Though, come to think of it, he hadn’t seen Galvin’s Maybach limo in the pickup line, and there was no way the new driver was going to be late picking her up.

He looked around, fully expecting Abby to appear, sheepish or defensive or some combination of both.

But she wasn’t there.

The school secretary, Mrs. Gifford, a grandmotherly white-haired woman with apple cheeks who was probably ten years younger than she looked, smiled at him as she finished a conversation and then hung up the phone.

“Looking for Abby?” Mrs. Gifford said. She knew the names of all the school’s students and could identify all the upper classmen by face.

“She didn’t sign out early, did she?”

She donned a pair of reading glasses on a chain around her neck and consulted her computer screen. “She was here today, but you knew that. And, no, she didn’t sign out early. Unless she left early and forgot to sign out as they’re supposed to.”

“Where was her last class?”

“Well… human sexuality, in Burke 203.”

“How do you get there?”


***

It was a long trek through the main building and into the adjoining one, Burke Hall, a maze of jags and blind alleys and staircases up and down and up and down again. He saw a pretty black girl named Carla who was a friend of Abby’s, or at least used to be.

Carla had seen Abby at lunch but had no idea where she was now.

Abby wasn’t in or near the classroom where her last class had been held. Danny checked his iPhone, obsessively now, for a text or a voice message or an e-mail. He called her mobile phone and it went straight to voice mail.

She was nowhere in school to be found.

So maybe she had disobeyed his order and gone home with Jenna, before dismissal. Somewhere in his call log he had the Galvins’ home number, he was sure. He’d called the house once or twice. Celina Galvin had called his cell once, he recalled. But when he located her incoming call in the call history, it was marked BLOCKED. He searched for the outgoing calls he’d made to their house but didn’t find any. Maybe, in fact, he’d never called their landline. Celina had called him once, and he’d called Abby’s cell when she was over there. No use in trying directory assistance to find their home number. It would be unlisted for sure.

Well, Galvin was never without his BlackBerry. He called that number, and it went right to voice mail. Damn. Using his phone’s browser, he found the phone number for Galvin Advisers in Boston and called it. He got one of those infernal voice-mail prompt menus that tell you to enter the four-digit extension of the person you want to speak with, or press 9 for a company directory.

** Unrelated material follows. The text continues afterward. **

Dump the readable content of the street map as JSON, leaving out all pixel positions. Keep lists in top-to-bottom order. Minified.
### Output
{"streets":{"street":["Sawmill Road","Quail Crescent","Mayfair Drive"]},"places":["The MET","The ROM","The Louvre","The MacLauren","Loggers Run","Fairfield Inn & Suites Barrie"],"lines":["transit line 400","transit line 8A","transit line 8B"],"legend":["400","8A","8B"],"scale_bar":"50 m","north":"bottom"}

He pressed 0, then pressed it again, until an operator came on the line, and he asked for Tom Galvin’s office. A woman answered Galvin’s line and said he was out of the office and she had no information on when he was returning, and she had no way of reaching him, and would he like to leave a message? He did. He said it was urgent.

He called Lucy, on the off chance that she might know something.

“I haven’t talked to her,” Lucy said. “Was she upset about something?” Traffic noise was loud in the background wherever she was. On Danny’s end, in the school hallways, it was getting quieter.

“No. Well, yes, maybe. I told her to come home after school and not go over to the Galvins’.”

“Oh, really?”

“She naturally wasn’t happy about that.”

“Did she refuse?”

“Refuse? No.”

“Did she sound upset?”

“Annoyed, maybe.”

“Angry at you?”

“Probably, but what else is new?”

“So maybe she took the T home.”

“She knew I was picking her up, like always.”

“Sure, but maybe she felt insulted. Belittled, as if you were questioning her judgment.”

“Of course I was questioning her judgment. She’s sixteen.”

“Maybe she felt infantilized.”

Infantilized. Shrink talk. But he knew better than to point it out.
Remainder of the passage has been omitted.